La Guardia Civil procède à 14 arrestations dans le cadre de l'opération Goscan pour des amputations illégales d'oreilles et de queues de chiens à des fins esthétiques en Espagne
L'opération Goscan de la Guardia Civil a démantelé un réseau national vendant des chiens avec des amputations esthétiques illégales des oreilles et de la queue, procédant à 14 arrestations et 6 mises en examen après qu'un mâtin traité à Cáceres a révélé de faux certificats vétérinaires russes.
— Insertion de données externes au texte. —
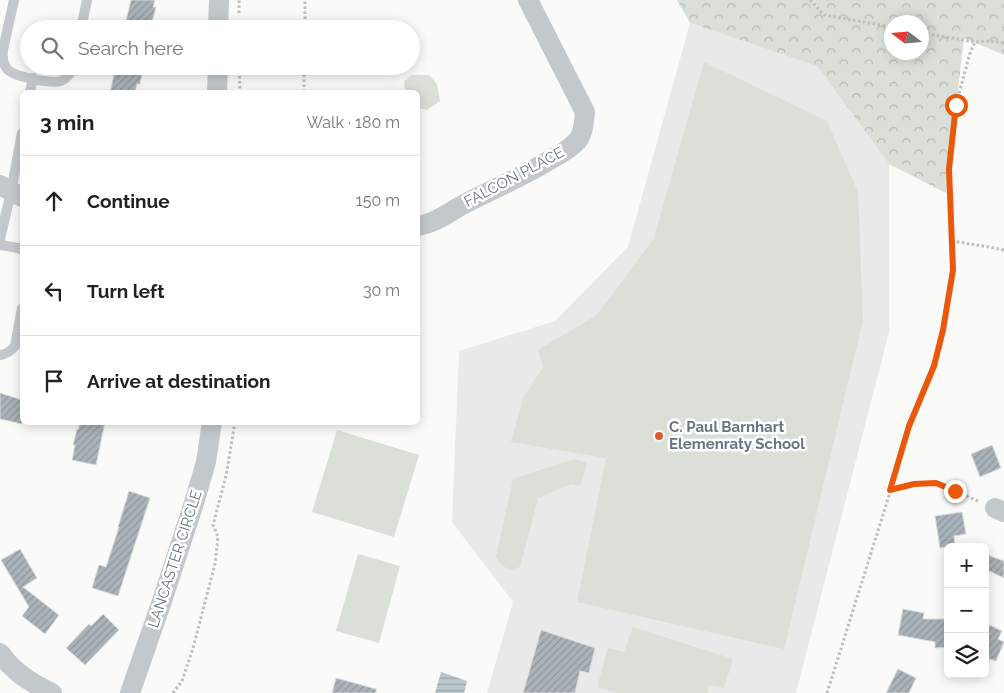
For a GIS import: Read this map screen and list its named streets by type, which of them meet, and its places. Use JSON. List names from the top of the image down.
{
  "streets": {
    "street": ["FALCON PLACE", "LANCASTER CIRCLE"]
  },
  "places": ["C. Paul Barnhart Elemenraty School"],
  "north": "left",
  "page": {
    "search": "Search here",
    "heading": ["3 min", "Walk · 180 m"],
    "list": [
      ["Continue", "150 m"],
      ["Turn left", "30 m"],
      "Arrive at destination"
    ],
    "map_buttons": ["+", "−"]
  }
}
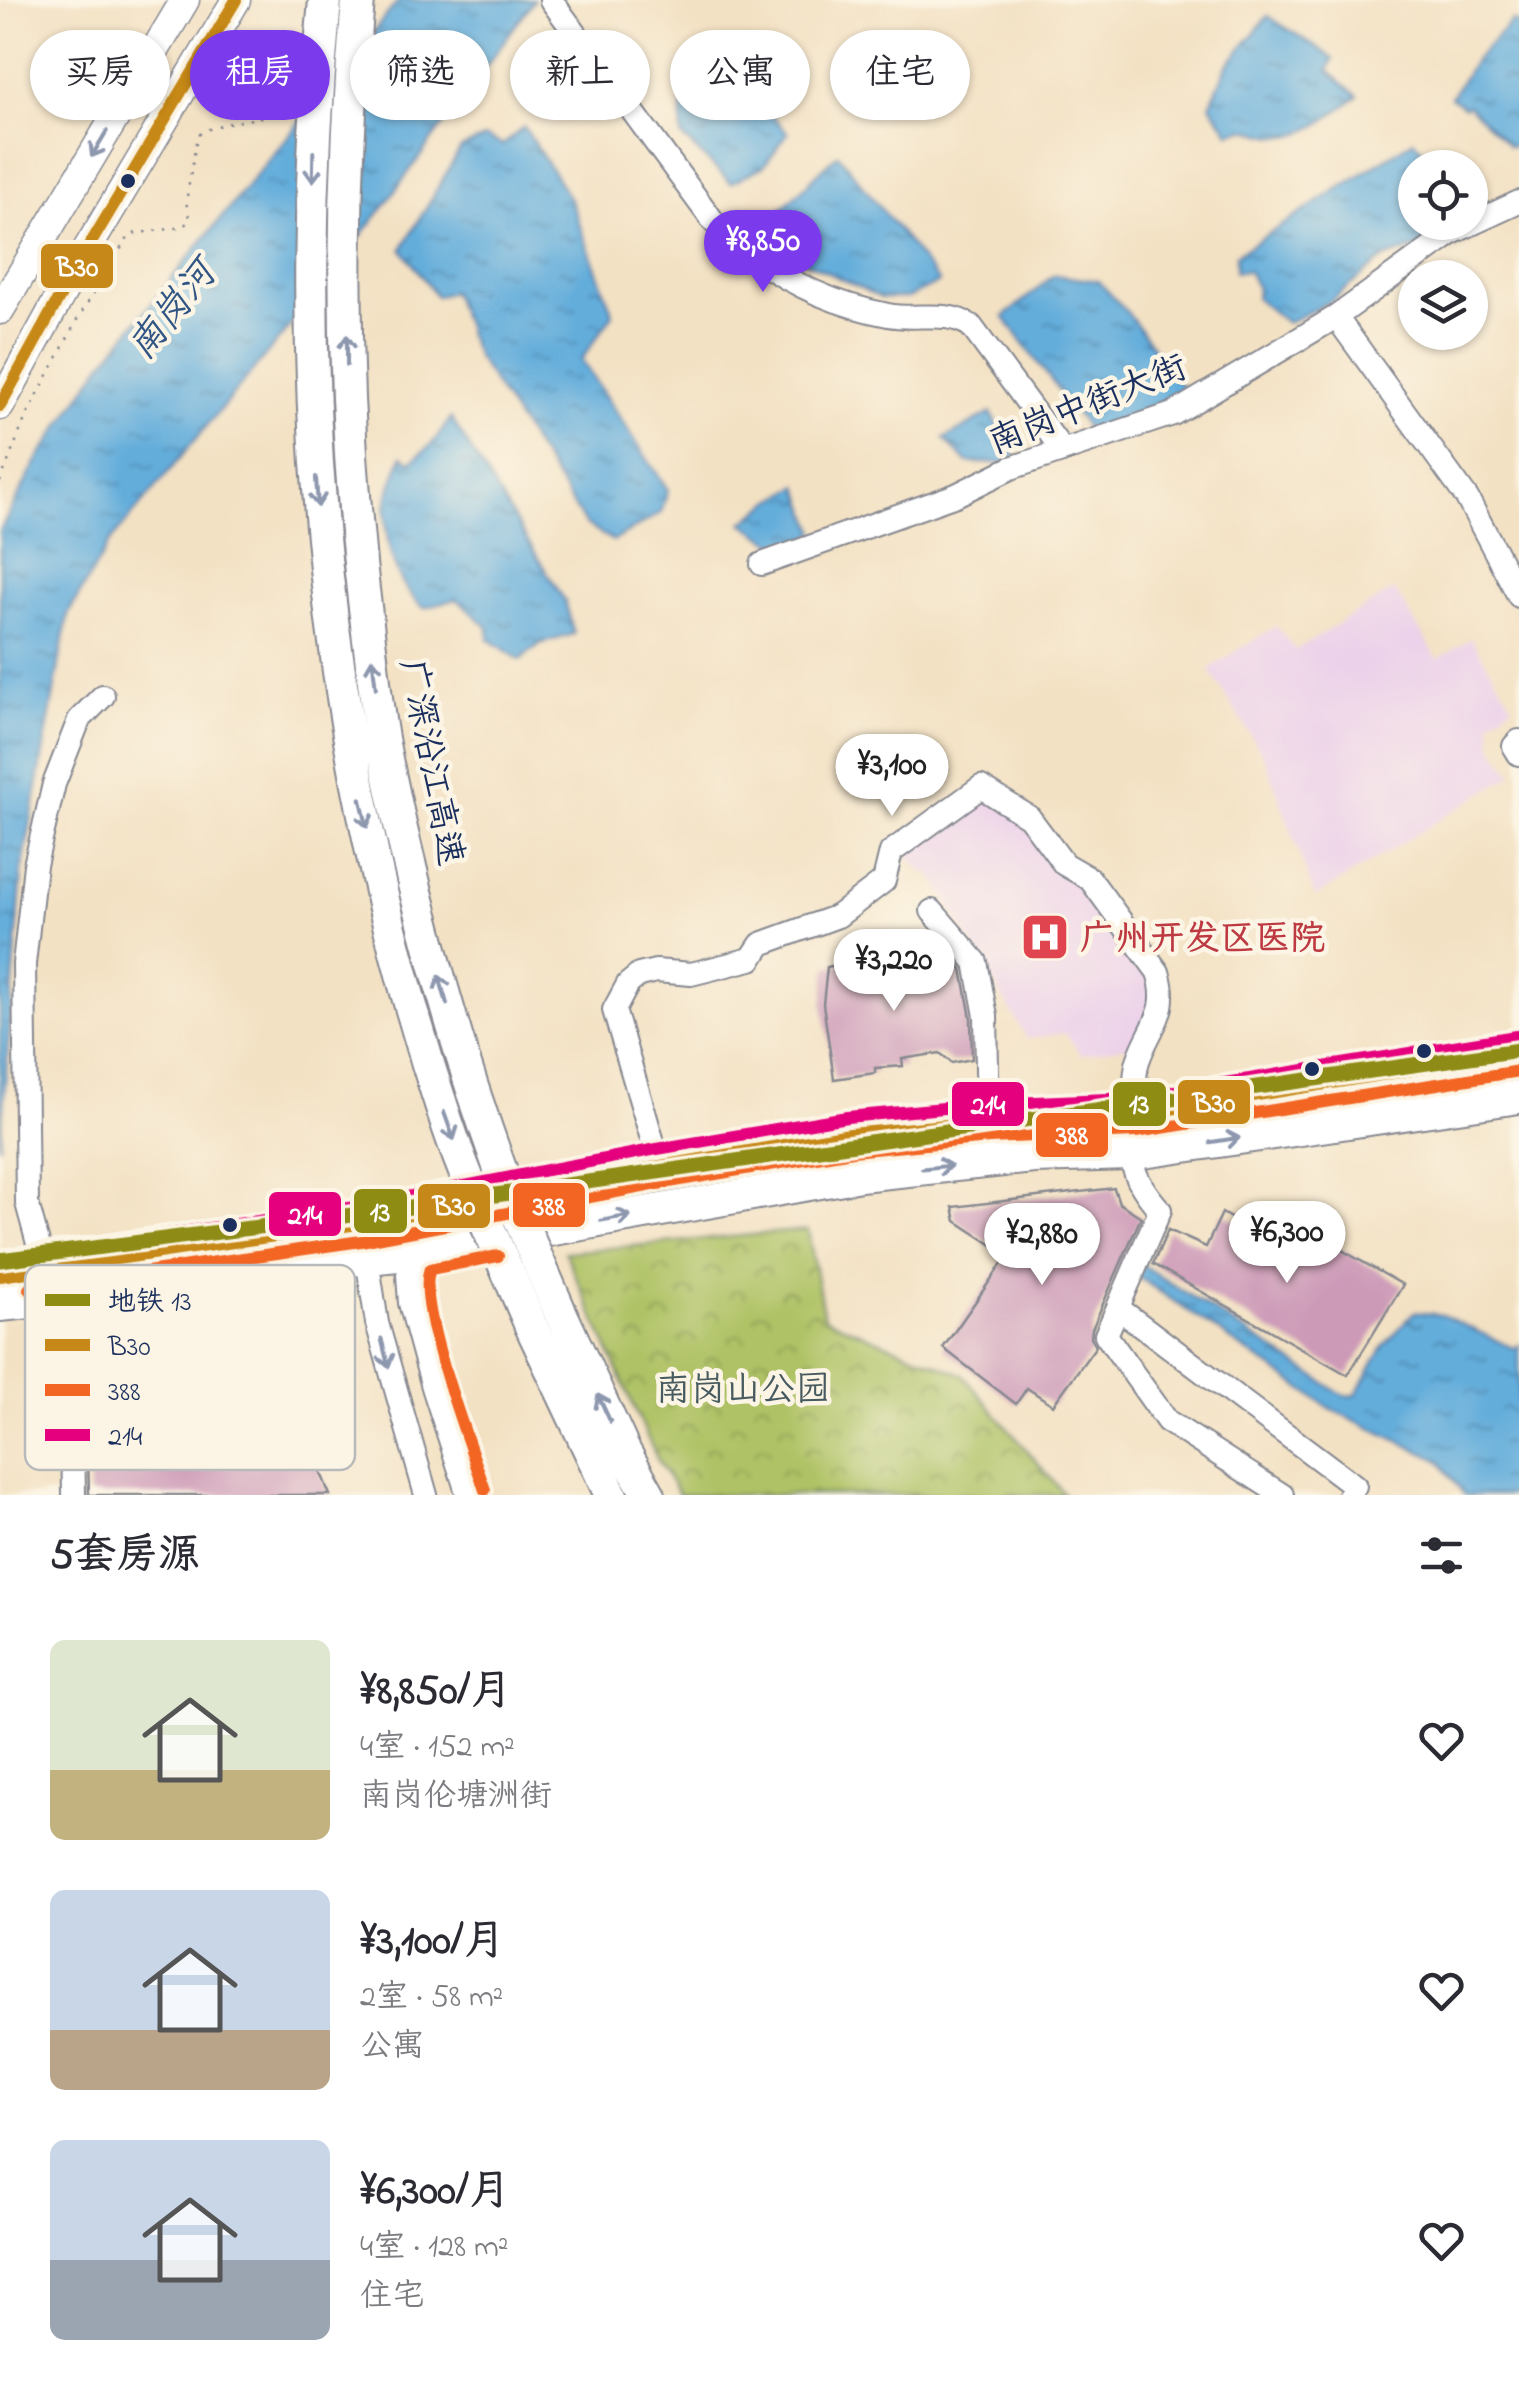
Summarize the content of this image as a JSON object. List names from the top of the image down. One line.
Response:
{"streets":{"highway":["广深沿江高速"],"street":["南岗中街大街"]},"water":["南岗河"],"parks":["南岗山公园"],"places":{"hospital":["广州开发区医院"]},"lines":["transit line B30","transit line 214","metro line 13","transit line 388"],"legend":["地铁 13","B30","388","214"],"page":{"chip":["买房","租房","筛选","新上","公寓","住宅"],"price":["¥8,850","¥3,100","¥3,220","¥6,300","¥2,880"],"heading":"5套房源","list":[{"name":"¥8,850/月","note":"4室 · 152 m² · 南岗伦塘洲街"},{"name":"¥3,100/月","note":"2室 · 58 m² · 公寓"},{"name":"¥6,300/月","note":"4室 · 128 m² · 住宅"}]}}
Comment l'enquête a commencé
Un mâtin traité dans un hôpital vétérinaire de Cáceres pour une condition médicale sans rapport a été trouvé avec des amputations récentes des oreilles et de la queue. Lorsque les vétérinaires ont demandé une explication, le propriétaire a produit un certificat affirmant que les opérations avaient été pratiquées en Russie, où ces pratiques esthétiques restent légales. Les enquêteurs ont contacté les autorités russes, qui ont confirmé que le document était faux. Ce seul chien a mené la Guardia Civil à un élevage à Alicante et, de là, à un réseau national.
Le réseau et ses méthodes
L'opération Goscan, menée par la Guardia Civil, a placé 20 personnes à la disposition de la justice : 14 arrêtées et 6 mises en examen. Elles sont accusées de crimes contre les animaux, d'intrusion professionnelle et de falsification de documents. L'organisation opérait depuis un élevage à Alicante, dirigé par sa propriétaire, son compagnon et un ami commun, également arrêté. Dans une première phase, trois personnes ont été arrêtées : le propriétaire du mâtin et les deux responsables de l'élevage. Les enquêteurs ont ensuite découvert une structure plus large.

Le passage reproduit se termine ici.